How do you juice a plane?

shel


----------



## blueicus (Mar 16, 2005)

With a 2-dimensional juicer.


----------



## ghettoracingkid (Feb 19, 2007)

Maybe you just use that blue juice I always see.

thats a nice color for a sauce.


----------



## sleepy_dragon (Aug 30, 2005)

Xanthan gum works, if you have access to it.


----------



## blueicus (Mar 16, 2005)

I bought a whole extra-large aspirin-sized container of Xanthan Gum and I've never cracked it open. Guess I should try it out.


----------



## luc_h (Jun 6, 2007)

Xanthan gum is indeed used in instant or cook up sauces (in the industry)

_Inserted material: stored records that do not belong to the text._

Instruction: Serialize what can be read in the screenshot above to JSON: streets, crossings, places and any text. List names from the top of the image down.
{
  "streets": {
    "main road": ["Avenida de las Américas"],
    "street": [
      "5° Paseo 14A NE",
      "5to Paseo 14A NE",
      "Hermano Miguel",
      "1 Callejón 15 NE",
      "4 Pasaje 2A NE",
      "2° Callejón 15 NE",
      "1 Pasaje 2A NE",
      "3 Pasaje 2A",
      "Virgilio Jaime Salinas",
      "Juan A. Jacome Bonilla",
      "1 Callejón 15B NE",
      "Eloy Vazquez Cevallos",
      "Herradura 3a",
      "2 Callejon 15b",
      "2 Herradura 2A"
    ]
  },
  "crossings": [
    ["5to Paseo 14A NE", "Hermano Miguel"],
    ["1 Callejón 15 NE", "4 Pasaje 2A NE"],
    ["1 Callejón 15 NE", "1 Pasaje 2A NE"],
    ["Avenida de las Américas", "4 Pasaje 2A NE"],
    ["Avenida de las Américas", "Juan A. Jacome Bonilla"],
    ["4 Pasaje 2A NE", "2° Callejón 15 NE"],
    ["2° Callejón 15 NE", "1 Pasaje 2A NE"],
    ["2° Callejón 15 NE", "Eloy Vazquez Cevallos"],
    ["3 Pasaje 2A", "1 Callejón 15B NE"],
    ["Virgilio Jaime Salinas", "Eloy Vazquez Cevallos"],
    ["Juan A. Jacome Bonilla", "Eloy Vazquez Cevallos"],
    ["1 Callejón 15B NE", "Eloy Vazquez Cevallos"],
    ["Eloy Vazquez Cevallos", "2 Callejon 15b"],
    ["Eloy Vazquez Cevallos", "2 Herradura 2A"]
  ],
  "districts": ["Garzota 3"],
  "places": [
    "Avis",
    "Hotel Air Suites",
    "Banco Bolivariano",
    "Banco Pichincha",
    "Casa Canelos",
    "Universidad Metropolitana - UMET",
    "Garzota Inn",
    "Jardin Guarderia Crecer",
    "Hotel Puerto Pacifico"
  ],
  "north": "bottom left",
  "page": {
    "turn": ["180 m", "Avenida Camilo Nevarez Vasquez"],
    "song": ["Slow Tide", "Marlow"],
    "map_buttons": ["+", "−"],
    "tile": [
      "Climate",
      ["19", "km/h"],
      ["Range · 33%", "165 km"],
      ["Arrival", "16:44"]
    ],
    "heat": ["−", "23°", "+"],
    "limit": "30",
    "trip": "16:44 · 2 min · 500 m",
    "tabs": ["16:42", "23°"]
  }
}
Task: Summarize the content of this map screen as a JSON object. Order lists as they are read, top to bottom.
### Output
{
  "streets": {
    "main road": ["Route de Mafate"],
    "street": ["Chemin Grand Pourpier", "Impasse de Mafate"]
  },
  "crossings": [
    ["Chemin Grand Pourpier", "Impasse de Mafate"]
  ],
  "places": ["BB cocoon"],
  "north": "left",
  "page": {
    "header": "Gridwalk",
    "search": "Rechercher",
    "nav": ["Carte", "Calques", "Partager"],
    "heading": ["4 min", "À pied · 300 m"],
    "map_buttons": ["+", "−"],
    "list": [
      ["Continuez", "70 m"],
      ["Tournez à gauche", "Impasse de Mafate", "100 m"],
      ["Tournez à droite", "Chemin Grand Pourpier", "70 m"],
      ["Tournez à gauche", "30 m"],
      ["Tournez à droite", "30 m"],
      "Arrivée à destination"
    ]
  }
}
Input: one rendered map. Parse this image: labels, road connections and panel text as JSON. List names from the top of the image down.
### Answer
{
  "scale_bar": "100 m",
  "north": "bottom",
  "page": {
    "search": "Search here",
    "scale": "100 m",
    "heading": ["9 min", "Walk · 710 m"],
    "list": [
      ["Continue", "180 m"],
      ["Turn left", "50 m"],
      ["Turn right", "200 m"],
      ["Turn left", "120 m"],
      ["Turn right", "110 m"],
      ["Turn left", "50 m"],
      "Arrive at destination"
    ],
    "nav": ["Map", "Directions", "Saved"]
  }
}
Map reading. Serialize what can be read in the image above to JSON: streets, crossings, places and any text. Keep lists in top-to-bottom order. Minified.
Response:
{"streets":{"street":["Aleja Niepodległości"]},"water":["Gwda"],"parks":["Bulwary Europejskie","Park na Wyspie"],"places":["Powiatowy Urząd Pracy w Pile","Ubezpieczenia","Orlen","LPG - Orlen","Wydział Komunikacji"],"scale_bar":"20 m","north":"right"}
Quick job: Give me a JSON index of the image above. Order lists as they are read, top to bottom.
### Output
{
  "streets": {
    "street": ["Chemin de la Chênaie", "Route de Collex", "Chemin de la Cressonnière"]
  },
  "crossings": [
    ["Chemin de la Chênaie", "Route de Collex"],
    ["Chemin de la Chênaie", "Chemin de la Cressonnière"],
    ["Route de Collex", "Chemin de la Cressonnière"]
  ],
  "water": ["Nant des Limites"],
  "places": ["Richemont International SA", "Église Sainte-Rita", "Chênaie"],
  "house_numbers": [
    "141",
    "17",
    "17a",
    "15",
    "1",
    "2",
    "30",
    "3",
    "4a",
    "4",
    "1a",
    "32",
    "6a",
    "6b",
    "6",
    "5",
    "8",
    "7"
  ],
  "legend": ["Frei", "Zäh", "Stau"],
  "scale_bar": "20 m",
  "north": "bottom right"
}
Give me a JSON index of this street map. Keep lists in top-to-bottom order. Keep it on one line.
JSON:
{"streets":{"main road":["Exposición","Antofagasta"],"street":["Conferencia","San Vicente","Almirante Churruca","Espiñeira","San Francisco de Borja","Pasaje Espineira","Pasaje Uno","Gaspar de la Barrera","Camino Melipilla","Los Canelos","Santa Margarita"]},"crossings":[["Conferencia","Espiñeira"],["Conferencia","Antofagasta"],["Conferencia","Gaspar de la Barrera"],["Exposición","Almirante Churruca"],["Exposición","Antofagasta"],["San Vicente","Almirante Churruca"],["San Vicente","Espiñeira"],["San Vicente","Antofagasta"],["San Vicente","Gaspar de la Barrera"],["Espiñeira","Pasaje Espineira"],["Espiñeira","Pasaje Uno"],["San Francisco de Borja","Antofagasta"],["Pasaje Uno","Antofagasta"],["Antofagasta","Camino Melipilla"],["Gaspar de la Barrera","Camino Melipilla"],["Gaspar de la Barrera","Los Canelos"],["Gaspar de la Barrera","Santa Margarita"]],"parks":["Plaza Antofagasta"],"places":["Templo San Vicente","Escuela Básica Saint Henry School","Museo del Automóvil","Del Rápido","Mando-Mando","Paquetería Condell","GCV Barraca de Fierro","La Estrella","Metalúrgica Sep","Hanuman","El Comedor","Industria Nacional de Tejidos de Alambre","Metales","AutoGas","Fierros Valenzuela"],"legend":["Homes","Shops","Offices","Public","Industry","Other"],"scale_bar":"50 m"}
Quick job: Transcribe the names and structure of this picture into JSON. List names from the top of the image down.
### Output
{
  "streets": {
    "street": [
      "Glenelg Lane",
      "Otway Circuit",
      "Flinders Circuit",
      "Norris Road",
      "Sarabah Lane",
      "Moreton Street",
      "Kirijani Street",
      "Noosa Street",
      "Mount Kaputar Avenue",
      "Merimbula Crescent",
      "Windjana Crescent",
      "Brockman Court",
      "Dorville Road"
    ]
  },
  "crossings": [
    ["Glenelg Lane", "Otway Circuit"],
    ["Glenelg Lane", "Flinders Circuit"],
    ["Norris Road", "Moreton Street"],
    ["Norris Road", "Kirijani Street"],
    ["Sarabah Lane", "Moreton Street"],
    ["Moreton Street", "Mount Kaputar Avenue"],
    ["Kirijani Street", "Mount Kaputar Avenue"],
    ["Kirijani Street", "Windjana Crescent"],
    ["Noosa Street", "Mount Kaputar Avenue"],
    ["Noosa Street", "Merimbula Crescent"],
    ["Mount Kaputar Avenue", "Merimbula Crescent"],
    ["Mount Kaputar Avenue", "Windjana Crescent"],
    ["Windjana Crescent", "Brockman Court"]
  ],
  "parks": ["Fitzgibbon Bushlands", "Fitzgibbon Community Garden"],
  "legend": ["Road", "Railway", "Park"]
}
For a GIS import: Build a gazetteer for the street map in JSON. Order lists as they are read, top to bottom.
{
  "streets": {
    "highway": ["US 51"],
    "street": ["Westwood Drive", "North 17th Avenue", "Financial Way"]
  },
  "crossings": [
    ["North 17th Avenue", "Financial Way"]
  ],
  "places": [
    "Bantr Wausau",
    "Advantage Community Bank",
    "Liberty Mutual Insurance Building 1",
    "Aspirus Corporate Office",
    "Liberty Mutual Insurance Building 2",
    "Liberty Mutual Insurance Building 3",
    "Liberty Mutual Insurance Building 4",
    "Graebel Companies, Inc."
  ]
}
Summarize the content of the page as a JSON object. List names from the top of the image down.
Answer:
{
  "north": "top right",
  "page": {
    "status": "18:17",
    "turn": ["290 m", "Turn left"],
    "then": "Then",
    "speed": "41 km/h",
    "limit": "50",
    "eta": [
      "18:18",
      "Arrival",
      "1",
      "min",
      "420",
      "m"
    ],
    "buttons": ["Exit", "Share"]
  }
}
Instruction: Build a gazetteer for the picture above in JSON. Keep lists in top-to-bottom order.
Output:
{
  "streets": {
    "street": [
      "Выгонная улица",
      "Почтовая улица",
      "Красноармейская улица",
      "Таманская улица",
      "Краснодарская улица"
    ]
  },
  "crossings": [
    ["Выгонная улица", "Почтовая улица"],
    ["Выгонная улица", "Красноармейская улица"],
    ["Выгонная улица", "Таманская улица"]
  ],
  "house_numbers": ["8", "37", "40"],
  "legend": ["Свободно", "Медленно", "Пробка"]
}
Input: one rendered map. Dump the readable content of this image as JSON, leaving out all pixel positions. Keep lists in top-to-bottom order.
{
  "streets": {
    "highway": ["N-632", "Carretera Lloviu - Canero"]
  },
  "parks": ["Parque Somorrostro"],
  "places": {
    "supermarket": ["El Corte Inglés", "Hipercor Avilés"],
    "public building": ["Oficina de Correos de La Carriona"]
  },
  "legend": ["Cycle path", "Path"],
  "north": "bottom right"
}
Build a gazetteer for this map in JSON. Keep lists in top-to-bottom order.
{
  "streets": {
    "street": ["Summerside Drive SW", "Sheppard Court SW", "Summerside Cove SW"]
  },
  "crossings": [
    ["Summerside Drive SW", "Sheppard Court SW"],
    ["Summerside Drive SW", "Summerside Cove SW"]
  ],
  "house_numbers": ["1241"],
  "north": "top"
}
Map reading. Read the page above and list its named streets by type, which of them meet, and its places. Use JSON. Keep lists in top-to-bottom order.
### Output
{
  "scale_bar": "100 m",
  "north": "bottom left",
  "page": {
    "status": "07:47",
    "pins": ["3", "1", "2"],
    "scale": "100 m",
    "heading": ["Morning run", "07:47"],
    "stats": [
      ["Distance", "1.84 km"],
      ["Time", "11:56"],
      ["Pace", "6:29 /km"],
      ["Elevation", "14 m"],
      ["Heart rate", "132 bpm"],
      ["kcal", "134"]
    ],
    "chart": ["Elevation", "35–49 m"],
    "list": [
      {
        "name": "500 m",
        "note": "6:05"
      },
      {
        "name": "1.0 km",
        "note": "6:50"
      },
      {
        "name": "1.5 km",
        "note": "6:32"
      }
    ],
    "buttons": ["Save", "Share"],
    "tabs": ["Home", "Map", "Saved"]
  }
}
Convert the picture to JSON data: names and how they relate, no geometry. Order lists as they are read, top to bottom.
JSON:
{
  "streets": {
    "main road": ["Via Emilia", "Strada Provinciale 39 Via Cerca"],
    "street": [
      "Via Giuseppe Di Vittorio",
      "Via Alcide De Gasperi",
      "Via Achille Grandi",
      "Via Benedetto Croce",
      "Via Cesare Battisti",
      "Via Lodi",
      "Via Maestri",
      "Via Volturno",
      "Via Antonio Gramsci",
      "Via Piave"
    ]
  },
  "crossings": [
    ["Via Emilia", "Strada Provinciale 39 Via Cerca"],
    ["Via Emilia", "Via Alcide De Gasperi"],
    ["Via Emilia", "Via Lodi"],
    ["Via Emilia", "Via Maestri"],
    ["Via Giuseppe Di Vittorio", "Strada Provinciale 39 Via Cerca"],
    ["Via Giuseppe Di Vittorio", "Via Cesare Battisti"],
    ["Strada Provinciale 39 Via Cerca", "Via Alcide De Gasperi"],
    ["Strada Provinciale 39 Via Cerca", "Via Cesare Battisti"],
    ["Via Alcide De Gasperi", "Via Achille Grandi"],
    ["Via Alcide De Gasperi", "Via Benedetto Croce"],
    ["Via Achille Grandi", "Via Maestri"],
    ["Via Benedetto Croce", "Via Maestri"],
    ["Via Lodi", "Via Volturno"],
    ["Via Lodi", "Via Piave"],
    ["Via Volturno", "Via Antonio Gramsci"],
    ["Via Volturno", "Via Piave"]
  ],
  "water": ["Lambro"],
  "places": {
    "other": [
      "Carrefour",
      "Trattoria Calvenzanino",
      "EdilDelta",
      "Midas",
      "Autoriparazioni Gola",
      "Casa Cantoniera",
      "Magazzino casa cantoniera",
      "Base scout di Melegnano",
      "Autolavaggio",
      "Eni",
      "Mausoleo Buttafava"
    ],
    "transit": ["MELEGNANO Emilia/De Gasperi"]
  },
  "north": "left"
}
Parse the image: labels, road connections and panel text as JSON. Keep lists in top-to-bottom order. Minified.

It thickens while hot (gelatin stays liquidy when hot and sets only when cold)

Luc H.


----------



## rene (Oct 12, 2007)

reduce the sauce, then add a little cornstarch, but do not* over do it with constarch, I don't think any sauce should be so thick that you can use a fork...you dont want to have corn starch plus juices  for a sauce

I learned this through my own mistakes


----------



## risque cakes (Apr 20, 2007)

I think they mean PLAIN juice, but I think you already know that you naughty imp you!:roll:


----------



## abefroman (Mar 12, 2005)

Do you want good grammer or good food?


----------



## shel (Dec 20, 2006)

How about both?:smiles:

shel


----------



## bughut (Aug 18, 2007)

If you want a starch thickener to stay clear and shiny id use arrowroot which doesnt cloud like cornflour, or else reduce and whisk in loads of cold butter peices which will thicken and glaze


----------



## allanmcpherson (Apr 5, 2007)

The assumption that I'm working on is that you want a sauce that has the body of a reduction but with the eye popping brightness of the juice (knowing what kind of fruit juice would help here). I would also assume that you want the fruit flavor to be at the forefront and not just an accent. 

Gelatin is a good idea for texture but might be a problem for flavor. Commercial gelatin is primarily a pork product and if cooked too intensely or too long will taste of pork, or at least "meaty." This may or may not be an issue for you. If its not (like you were making a blueberry sauce to go with duck) than I might suggest using a very reduced meat stock (past the demi glace stage) to thicken the juice. 

However, if you want a sharp, tangy sauce (without that "meat" quality) I would start by reducing some of the juice down to a thick syrup, then adding fresh juice while the sauce is at a very low temp. With a little adjustment you should be able to find the balance between a developed, intense flavor with something fresh and vibrant.

---Al


----------